_Problem to solve:_ Below are entries; print them exactly from the first line through the one containing "position:absolute; width:15px; height:15px;".

_Stored data:_
┌──

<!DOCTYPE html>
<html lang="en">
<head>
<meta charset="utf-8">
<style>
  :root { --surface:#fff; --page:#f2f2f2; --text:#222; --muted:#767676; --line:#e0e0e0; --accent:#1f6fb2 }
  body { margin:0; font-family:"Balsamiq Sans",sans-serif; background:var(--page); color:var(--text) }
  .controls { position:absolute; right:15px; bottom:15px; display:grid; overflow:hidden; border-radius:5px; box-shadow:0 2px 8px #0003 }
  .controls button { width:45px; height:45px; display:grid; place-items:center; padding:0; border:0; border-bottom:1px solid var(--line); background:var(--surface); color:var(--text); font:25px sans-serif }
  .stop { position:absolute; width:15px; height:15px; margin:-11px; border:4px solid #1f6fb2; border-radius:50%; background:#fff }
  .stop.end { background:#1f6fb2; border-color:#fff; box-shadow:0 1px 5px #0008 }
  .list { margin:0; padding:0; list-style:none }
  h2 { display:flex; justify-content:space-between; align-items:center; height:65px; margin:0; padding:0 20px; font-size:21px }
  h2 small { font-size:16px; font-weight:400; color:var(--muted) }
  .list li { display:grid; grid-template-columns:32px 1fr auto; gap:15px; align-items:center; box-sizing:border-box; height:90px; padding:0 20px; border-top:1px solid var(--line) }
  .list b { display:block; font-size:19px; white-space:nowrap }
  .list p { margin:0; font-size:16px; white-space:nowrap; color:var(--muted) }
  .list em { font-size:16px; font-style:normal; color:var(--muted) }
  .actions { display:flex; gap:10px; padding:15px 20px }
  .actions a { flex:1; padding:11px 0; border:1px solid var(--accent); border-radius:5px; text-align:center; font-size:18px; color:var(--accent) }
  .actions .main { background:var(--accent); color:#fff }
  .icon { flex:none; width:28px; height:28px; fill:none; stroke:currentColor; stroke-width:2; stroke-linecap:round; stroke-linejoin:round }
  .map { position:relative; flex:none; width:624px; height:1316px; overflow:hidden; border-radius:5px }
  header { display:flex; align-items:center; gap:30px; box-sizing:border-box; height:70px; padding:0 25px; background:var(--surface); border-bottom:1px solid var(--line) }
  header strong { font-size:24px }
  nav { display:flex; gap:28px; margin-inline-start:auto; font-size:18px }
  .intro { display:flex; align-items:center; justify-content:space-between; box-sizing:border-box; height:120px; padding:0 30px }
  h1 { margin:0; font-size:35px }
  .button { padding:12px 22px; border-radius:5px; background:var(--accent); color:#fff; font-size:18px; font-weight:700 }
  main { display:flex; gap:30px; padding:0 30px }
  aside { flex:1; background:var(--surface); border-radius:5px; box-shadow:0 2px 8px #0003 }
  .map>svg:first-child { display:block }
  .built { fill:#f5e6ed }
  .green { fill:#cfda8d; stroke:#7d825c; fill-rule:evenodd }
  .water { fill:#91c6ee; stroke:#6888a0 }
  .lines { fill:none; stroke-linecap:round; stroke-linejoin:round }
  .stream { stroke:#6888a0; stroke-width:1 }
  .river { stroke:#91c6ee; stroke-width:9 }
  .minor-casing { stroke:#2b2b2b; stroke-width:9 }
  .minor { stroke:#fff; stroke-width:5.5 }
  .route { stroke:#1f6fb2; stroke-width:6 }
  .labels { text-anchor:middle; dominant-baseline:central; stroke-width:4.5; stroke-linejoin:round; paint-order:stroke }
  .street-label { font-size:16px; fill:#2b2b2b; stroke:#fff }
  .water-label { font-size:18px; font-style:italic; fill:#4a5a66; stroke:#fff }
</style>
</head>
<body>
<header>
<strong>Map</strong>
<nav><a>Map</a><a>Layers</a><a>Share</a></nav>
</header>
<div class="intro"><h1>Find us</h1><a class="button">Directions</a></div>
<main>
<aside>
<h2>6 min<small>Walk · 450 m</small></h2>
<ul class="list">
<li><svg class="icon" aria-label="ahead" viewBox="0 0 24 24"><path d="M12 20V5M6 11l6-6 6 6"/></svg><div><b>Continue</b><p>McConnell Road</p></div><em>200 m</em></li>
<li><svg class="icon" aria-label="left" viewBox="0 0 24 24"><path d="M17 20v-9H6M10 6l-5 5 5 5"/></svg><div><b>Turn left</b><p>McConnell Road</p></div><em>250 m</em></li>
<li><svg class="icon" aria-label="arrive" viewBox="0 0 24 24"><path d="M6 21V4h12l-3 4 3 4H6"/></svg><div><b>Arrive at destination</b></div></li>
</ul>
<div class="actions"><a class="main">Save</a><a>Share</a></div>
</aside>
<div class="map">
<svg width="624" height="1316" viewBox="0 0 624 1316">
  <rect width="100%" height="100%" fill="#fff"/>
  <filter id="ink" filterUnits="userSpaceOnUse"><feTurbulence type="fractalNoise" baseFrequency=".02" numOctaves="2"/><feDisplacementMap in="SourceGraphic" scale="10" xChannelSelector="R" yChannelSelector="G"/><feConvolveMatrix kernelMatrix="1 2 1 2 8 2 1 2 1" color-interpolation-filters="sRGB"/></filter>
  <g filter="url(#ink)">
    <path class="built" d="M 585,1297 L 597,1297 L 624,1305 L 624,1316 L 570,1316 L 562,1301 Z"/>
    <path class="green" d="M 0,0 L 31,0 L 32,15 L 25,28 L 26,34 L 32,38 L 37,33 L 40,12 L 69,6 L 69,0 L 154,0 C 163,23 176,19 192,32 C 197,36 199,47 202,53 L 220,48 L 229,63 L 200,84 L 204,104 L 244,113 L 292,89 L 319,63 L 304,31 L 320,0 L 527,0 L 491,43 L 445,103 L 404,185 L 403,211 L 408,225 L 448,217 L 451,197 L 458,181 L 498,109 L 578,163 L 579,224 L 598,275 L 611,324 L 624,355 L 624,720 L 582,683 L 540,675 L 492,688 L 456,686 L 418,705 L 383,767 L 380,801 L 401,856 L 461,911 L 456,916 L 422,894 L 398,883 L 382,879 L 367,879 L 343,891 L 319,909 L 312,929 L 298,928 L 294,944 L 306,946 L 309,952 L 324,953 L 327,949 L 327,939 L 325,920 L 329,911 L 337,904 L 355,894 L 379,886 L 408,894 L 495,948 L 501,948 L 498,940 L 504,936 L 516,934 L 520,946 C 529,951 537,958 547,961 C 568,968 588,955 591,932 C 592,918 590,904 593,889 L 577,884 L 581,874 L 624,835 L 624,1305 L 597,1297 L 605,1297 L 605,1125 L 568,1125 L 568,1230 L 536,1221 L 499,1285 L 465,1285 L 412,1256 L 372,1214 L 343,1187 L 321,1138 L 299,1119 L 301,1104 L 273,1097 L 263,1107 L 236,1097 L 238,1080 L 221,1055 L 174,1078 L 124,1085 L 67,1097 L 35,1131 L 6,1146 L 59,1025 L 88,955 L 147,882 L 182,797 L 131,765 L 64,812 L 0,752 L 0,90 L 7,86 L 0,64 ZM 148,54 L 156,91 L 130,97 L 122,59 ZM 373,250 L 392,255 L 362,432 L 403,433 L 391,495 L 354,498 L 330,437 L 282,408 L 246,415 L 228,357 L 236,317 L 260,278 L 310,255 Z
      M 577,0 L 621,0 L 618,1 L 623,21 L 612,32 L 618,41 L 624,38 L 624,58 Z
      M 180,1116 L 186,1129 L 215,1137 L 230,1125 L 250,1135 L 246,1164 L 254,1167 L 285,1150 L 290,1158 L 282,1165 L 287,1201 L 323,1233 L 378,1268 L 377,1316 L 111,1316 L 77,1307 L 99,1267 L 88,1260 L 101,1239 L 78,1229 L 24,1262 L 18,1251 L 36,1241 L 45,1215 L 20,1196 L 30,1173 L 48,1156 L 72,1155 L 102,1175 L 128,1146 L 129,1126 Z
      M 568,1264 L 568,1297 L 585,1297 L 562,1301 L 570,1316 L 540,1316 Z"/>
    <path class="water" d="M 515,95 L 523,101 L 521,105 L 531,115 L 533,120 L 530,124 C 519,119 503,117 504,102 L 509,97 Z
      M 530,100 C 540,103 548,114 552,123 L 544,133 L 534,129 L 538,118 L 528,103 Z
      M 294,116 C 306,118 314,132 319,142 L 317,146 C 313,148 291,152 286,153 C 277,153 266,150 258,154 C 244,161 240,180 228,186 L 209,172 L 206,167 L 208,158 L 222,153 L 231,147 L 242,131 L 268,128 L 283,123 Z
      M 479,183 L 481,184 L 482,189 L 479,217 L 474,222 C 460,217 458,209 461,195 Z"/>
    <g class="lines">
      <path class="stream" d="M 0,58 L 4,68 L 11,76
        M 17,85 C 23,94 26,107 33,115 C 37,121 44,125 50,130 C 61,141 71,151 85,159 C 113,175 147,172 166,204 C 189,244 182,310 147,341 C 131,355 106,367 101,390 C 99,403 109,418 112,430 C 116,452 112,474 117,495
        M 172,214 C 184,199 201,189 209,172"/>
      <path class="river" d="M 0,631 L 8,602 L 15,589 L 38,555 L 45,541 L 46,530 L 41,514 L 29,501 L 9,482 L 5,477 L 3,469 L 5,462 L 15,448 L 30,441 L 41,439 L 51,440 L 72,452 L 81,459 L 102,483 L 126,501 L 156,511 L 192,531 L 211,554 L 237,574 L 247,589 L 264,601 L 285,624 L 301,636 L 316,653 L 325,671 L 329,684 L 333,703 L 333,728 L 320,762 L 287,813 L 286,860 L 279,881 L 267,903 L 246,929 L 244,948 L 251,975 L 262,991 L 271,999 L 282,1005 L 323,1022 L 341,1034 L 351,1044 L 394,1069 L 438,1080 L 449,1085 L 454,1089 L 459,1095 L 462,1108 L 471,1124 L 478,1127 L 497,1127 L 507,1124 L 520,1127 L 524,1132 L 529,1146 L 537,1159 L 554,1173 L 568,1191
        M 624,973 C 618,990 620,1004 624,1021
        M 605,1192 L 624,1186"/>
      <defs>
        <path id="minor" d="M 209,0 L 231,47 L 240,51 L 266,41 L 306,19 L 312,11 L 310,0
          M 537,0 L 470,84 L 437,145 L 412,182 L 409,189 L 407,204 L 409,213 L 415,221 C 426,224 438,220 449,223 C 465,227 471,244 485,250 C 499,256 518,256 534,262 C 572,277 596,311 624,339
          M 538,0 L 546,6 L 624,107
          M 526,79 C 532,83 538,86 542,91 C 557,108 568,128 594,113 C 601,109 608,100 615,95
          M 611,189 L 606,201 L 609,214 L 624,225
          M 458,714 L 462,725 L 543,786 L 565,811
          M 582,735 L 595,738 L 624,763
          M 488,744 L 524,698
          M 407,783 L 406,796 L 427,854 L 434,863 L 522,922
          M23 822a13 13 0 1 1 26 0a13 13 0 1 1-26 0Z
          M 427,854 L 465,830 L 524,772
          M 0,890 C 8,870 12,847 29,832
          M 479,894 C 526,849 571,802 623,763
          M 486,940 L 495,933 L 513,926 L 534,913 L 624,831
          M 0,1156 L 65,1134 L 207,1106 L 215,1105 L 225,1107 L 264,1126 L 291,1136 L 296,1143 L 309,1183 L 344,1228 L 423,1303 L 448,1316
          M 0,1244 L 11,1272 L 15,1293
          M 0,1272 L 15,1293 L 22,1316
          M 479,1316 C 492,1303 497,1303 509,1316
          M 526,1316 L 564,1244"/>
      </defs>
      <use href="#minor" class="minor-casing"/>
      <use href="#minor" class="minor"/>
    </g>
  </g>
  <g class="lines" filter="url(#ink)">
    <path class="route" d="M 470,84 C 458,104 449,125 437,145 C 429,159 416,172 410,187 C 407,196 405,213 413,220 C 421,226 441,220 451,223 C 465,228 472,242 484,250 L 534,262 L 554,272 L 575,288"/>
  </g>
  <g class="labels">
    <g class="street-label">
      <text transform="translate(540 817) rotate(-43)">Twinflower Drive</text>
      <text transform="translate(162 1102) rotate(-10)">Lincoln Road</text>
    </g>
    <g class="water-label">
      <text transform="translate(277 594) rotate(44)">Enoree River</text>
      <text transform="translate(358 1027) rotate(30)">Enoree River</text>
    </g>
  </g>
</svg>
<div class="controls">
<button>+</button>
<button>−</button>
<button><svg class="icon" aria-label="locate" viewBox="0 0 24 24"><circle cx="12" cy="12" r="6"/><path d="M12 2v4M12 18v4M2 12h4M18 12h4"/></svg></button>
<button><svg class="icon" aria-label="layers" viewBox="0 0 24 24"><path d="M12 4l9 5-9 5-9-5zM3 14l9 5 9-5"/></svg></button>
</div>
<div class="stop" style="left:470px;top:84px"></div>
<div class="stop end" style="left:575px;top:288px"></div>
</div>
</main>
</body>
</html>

└──

_Written solution:_
<!DOCTYPE html>
<html lang="en">
<head>
<meta charset="utf-8">
<style>
  :root { --surface:#fff; --page:#f2f2f2; --text:#222; --muted:#767676; --line:#e0e0e0; --accent:#1f6fb2 }
  body { margin:0; font-family:"Balsamiq Sans",sans-serif; background:var(--page); color:var(--text) }
  .controls { position:absolute; right:15px; bottom:15px; display:grid; overflow:hidden; border-radius:5px; box-shadow:0 2px 8px #0003 }
  .controls button { width:45px; height:45px; display:grid; place-items:center; padding:0; border:0; border-bottom:1px solid var(--line); background:var(--surface); color:var(--text); font:25px sans-serif }
  .stop { position:absolute; width:15px; height:15px; margin:-11px; border:4px solid #1f6fb2; border-radius:50%; background:#fff }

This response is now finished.